Charge `em by the pound. Yea, that’s right, fat girls. What the hell is up with places like Eddie Bauer and L.L. Bean that don’t charge you for plus sizes? Who do they think they are? Hey, let’s start putting a “woman tax” on shirts. Afterall, if a woman’s got breasts bigger than a B, she should be paying extra, lousy bitty.
And here are some local blue-state hysterics who are pitching fits about the idea of the existence of Bad Ass coffee. No, no, they’re not even protesting by just not going to the place (you know, boycotting is the usual sort of protest for this thing) they’re just pissed that the damn place even exists. Messes up their cozy view of the world, apparently. Only good asses live in their world.
Speaking of boycotting and freedom of speech, Jeff Jarvis has been doing some research into the big bout of FCC fining bullshit that’s been going on this year (showing a white woman jumping into the arms of a black quarterback still rankles, apparently).

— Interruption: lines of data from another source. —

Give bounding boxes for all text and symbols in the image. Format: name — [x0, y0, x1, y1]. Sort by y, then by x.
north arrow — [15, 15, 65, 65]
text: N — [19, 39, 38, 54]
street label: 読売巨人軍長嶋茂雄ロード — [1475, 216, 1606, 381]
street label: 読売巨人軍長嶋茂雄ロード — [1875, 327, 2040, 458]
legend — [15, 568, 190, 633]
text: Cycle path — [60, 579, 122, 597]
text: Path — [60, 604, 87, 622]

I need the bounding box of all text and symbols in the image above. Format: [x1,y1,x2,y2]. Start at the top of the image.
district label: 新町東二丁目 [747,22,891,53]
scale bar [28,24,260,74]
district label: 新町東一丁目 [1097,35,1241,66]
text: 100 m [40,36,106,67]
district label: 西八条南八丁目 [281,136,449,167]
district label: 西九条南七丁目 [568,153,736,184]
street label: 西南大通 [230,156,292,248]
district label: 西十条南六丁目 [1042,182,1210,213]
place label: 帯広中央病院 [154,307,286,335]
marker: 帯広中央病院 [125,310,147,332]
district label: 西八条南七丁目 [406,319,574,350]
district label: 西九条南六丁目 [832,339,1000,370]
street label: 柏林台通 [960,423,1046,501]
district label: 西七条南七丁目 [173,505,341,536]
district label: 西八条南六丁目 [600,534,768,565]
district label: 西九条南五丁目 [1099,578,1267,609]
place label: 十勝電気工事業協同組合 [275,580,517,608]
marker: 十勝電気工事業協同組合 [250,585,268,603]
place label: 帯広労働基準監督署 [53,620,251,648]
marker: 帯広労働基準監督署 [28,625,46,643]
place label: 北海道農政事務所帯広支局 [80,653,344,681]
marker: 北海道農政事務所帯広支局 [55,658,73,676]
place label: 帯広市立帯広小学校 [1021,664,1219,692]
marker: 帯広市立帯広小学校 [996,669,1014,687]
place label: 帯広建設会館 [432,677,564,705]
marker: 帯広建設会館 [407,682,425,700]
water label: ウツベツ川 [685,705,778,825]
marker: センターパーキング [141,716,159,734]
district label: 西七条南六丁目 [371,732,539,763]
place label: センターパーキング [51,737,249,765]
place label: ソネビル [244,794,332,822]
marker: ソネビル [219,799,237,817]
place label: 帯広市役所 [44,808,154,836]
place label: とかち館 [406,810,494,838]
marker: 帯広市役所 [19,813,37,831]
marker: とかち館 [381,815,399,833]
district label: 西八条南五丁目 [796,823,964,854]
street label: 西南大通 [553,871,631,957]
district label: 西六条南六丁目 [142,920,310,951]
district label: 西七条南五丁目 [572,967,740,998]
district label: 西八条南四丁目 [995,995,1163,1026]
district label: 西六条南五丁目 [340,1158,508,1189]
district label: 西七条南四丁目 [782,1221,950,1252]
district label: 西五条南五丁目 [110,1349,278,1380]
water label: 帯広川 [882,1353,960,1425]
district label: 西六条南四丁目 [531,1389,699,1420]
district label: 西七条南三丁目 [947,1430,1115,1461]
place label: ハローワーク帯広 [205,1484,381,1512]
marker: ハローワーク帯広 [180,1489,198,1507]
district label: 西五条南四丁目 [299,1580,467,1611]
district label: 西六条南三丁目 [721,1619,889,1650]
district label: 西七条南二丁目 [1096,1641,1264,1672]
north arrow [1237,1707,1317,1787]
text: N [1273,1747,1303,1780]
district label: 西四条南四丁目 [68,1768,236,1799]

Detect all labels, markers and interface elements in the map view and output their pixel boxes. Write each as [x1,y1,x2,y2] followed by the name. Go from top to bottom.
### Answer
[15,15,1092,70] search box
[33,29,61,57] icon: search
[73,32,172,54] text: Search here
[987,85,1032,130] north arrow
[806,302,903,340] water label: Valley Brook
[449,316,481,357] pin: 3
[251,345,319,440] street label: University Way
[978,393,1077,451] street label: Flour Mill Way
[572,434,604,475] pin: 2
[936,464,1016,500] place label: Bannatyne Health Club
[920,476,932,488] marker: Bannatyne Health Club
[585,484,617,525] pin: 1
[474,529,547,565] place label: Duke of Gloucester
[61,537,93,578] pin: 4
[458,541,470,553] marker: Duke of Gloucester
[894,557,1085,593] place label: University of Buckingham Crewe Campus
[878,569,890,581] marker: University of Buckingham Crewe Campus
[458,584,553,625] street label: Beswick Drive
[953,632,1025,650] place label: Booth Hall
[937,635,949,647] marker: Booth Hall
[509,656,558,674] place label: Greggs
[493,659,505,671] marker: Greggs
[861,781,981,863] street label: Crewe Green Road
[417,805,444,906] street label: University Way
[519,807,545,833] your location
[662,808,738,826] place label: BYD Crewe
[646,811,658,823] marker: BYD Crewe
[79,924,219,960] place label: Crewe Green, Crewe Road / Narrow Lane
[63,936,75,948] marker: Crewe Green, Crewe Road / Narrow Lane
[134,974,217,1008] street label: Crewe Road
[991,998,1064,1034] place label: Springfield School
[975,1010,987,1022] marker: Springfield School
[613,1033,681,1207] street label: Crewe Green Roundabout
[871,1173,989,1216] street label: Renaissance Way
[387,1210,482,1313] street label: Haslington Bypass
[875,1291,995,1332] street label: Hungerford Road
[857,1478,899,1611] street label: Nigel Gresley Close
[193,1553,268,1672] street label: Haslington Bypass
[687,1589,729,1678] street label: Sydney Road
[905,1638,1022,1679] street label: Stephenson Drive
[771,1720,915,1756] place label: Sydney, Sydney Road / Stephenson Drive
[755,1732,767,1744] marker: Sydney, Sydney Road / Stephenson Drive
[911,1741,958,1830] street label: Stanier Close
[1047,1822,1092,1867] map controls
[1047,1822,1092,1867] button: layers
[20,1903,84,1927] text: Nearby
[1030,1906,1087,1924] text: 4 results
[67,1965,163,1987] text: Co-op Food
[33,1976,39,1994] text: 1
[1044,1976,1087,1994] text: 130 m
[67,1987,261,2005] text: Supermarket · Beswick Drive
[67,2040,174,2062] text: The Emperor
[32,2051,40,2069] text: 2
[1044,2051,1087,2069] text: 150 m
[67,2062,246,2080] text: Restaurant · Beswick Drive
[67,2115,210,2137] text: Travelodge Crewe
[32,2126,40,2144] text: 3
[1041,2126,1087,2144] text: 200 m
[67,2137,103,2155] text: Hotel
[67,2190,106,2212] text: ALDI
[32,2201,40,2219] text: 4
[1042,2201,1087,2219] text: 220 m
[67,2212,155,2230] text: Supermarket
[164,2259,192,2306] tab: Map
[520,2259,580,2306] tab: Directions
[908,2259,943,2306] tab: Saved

Want to know how many of the 260M Americans in this country it takes to get a show fined and send all the networks into a censorship frenzy?
About three.
Over a million women had to march on Washington to get the government just to *think twice* about further tampering with reproductive rights and enforcing the ban on partial birth abortion.
But three people can scare the media into censorship.
Stand up. Write back. Send letters to the FCC saying that you’re against the censorship of free speech. Even 30,000 is more than 3, last time I checked. But then, this administration has fuzzy math.